We are nearing the end of the year, when most marijuana businesses are also ending their fiscal years. That will be the start of an arduous process: dealing with the federal tax situation. The ramifications of Section 280E of the tax code have been analyzed to death on this blog and in many other publications. In short, under the current tax structure, marijuana businesses may not take regular business deductions, but they may still subtract from their taxable income their total cost of goods sold. The next several months will provide a good opportunity to see how many new businesses in Washington, Colorado, and other regulated states will have planned wisely and have enough cash on hand to pay what they owe. Today, we want to take a look at how the state regulations themselves can affect the tax liabilities of the market participants.
The laws in Washington and Colorado differ in one key area that will affect federal tax liability: vertical integration. Washington adopted the traditional liquor model with a three-tier structure that does not allow cross ownership between marijuana retailers and marijuana producers. Colorado took the opposite path, mandating that retailers manufacture at least 70% of everything that they sell. As new states implement regulated medical and recreational regimes, it is worth considering whether there is a significant difference in overall taxation between the two models.

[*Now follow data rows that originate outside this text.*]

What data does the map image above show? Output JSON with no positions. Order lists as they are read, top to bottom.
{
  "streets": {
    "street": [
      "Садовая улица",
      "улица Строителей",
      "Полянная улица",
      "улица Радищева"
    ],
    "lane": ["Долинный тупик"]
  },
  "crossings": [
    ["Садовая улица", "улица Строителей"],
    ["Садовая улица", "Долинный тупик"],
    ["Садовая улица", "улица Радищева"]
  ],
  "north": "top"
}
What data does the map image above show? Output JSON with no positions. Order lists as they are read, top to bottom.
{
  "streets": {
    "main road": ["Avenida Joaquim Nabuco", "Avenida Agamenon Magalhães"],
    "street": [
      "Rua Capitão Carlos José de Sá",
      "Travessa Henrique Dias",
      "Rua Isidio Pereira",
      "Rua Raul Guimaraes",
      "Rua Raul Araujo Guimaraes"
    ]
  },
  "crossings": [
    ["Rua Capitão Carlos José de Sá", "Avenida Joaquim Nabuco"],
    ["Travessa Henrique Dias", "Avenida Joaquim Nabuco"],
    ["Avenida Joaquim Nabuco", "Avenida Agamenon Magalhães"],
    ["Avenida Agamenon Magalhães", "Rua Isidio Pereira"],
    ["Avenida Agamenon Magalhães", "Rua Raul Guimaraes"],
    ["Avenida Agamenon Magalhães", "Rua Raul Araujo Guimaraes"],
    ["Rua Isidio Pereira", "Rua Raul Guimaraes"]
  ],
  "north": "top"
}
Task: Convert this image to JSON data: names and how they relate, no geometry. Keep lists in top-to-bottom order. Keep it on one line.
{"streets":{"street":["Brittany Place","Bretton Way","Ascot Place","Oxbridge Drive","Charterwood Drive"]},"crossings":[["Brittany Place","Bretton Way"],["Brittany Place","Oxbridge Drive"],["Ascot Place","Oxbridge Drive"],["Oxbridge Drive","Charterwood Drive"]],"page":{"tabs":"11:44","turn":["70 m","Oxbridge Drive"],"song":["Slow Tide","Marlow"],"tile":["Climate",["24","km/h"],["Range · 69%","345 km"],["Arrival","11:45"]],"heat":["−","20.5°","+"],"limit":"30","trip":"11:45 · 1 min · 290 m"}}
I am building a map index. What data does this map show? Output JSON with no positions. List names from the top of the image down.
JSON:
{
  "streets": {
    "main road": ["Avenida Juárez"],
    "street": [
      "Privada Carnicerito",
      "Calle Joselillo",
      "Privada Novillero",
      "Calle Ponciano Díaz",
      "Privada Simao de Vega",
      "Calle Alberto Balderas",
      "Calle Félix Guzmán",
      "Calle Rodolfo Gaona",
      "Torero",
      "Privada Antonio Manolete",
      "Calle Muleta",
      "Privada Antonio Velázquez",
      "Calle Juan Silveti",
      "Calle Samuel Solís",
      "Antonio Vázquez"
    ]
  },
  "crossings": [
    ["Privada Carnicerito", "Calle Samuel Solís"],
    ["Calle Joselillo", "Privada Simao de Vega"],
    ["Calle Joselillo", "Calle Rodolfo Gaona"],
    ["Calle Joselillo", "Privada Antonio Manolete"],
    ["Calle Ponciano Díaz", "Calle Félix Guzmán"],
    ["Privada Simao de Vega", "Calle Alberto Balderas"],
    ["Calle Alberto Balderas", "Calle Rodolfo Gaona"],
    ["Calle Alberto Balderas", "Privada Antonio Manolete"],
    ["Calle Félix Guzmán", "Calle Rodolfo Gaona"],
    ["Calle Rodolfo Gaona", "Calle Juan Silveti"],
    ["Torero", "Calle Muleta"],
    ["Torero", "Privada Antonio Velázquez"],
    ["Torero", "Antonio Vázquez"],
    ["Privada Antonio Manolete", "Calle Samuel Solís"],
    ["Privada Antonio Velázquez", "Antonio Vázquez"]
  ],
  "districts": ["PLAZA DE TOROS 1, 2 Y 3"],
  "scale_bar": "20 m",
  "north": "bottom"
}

In the abstract, the form of transactions shouldn’t matter. IRS rules are generally written to be consistent with the distributive property of math. If production, advertising, transportation, and other costs remain the same, the federal government should end up with the same amount of tax dollars whether a business is vertically integrated or not. Sure, the profits and taxes would be split up among different entities, but the numbers in aggregate should remain the same.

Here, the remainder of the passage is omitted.